L’argument-clé à l’appui de la nécessité d’une telle réforme serait qu’« en une quinzaine d’années une seule sanction, en l’occurrence un blâme, a été prise. » Cette affirmation est fausse et aurait aisément pu être corrigée en consultant les rapports annuels d’activité du CSM. Encore faut-il procéder à l’agrégation des données qui y figurent. Selon les « chiffres clés » figurant sur le site du CSM, depuis 1958 ce sont 228 sanctions disciplinaires qui ont été « prononcées » ou « proposées » (s’agissant de la formation du parquet), « dont près d’un tiers entraînant l’exclusion définitive du magistrat ».

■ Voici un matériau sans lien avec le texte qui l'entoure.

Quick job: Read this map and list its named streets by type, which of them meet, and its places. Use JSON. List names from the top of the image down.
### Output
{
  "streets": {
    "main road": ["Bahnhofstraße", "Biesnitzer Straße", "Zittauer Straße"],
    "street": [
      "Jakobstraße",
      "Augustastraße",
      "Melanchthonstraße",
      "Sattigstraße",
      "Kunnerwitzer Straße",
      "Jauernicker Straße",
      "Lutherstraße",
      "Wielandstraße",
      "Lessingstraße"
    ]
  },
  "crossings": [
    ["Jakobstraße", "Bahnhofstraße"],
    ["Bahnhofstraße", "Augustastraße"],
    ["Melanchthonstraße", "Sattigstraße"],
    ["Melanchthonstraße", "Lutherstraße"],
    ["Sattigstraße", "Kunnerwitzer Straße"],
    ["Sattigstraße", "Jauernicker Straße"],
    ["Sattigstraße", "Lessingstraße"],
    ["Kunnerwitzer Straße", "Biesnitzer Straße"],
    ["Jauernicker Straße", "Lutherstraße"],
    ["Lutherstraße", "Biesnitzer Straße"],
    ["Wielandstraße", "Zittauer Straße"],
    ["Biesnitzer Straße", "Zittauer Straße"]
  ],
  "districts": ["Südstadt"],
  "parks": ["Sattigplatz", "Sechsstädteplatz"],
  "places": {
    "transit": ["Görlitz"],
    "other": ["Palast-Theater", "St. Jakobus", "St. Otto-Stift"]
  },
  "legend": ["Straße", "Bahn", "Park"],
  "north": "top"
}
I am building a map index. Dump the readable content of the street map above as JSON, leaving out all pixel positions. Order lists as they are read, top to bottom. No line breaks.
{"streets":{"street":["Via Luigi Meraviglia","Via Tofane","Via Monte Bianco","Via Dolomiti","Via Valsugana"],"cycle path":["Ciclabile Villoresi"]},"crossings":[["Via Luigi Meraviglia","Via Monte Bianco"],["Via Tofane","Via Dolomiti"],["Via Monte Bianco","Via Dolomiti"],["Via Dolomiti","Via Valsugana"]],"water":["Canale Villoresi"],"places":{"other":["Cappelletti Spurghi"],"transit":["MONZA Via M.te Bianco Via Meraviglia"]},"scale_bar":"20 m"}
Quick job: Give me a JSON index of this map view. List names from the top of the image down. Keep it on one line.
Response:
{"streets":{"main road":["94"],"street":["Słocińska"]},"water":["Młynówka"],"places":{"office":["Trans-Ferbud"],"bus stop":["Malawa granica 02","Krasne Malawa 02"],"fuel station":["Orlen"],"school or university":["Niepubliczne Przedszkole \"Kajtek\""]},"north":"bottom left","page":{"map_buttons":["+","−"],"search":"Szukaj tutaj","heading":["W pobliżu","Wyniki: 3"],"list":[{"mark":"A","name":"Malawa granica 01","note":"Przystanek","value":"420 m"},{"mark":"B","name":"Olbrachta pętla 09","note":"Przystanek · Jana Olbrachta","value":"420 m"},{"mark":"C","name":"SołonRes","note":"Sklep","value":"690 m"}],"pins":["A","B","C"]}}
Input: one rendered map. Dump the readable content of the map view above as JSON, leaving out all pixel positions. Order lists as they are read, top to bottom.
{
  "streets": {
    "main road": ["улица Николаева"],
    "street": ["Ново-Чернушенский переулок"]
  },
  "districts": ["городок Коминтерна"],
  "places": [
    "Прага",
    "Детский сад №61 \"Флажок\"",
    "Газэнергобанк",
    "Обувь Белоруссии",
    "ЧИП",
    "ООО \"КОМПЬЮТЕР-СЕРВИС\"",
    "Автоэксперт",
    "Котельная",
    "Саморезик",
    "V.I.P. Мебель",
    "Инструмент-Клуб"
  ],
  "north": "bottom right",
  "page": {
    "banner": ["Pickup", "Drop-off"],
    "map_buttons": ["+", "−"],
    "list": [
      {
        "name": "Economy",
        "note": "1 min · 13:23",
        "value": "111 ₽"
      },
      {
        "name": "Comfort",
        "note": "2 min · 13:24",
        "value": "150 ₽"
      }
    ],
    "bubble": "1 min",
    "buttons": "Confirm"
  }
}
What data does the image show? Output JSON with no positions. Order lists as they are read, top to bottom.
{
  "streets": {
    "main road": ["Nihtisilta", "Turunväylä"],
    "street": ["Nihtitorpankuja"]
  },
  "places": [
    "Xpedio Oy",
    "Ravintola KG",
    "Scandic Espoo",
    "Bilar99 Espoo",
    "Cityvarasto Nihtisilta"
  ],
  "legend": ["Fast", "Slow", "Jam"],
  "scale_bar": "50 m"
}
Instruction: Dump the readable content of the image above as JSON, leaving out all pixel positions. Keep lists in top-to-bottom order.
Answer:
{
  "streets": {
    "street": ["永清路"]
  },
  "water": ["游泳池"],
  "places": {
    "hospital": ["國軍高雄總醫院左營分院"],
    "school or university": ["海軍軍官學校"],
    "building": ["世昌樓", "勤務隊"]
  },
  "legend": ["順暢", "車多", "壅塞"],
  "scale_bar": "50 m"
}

Pour pouvoir prononcer une sanction, encore faut-il être saisi. La cour disciplinaire, selon M. Retailleau, « pourra être saisie par les citoyens, les supérieurs hiérarchiques des magistrats en cause ou le ministre de la justice ». Ce n’est ni plus ni moins que ce qui est prévu par les textes actuels. En pratique, c’est presque toujours le ministre de la justice qui saisit le CSM, après une enquête réalisée par l’inspection générale de la justice. Les chefs de cour le font rarement, et, si les justiciables peuvent, depuis la révision constitutionnelle de 2008, saisir le CSM, c’est « dans les conditions fixées par une loi organique ». Les conditions matérielles et temporelles de recevabilité ont été un peu élargies par la loi organique du 20 novembre 2023 mais, si 98% des plaintes de justiciables sont déclarées irrecevables ou manifestement mal fondées par les « commissions d’admission des requêtes » (CAR), ce n’est pas par « corporatisme » des CAR, dont la composition est paritaire, mais parce que cette saisine du CSM n’est pas l’ultime voie de recours, sur le fond, qu’espèrent les justiciables.
En 2023, avant le vote de cette dernière loi et alors qu’était aussi débattu le contenu de la loi de programmation de la justice, le garde des Sceaux, M. Dupond-Moretti, avait vivement interpelé les parlementaires : « Comment, pendant tant de décennies, a-t-on pu donner toujours moins à la justice en demandant toujours plus à nos magistrats, nos greffiers, nos agents pénitentiaires, surtout quand on en fait le réceptacle de toutes les colères et toutes les frustrations ? »
La tragédie du meurtre de Lyhanna témoigne encore de l’acuité de cette question, parmi toutes celles qu’elle soulève.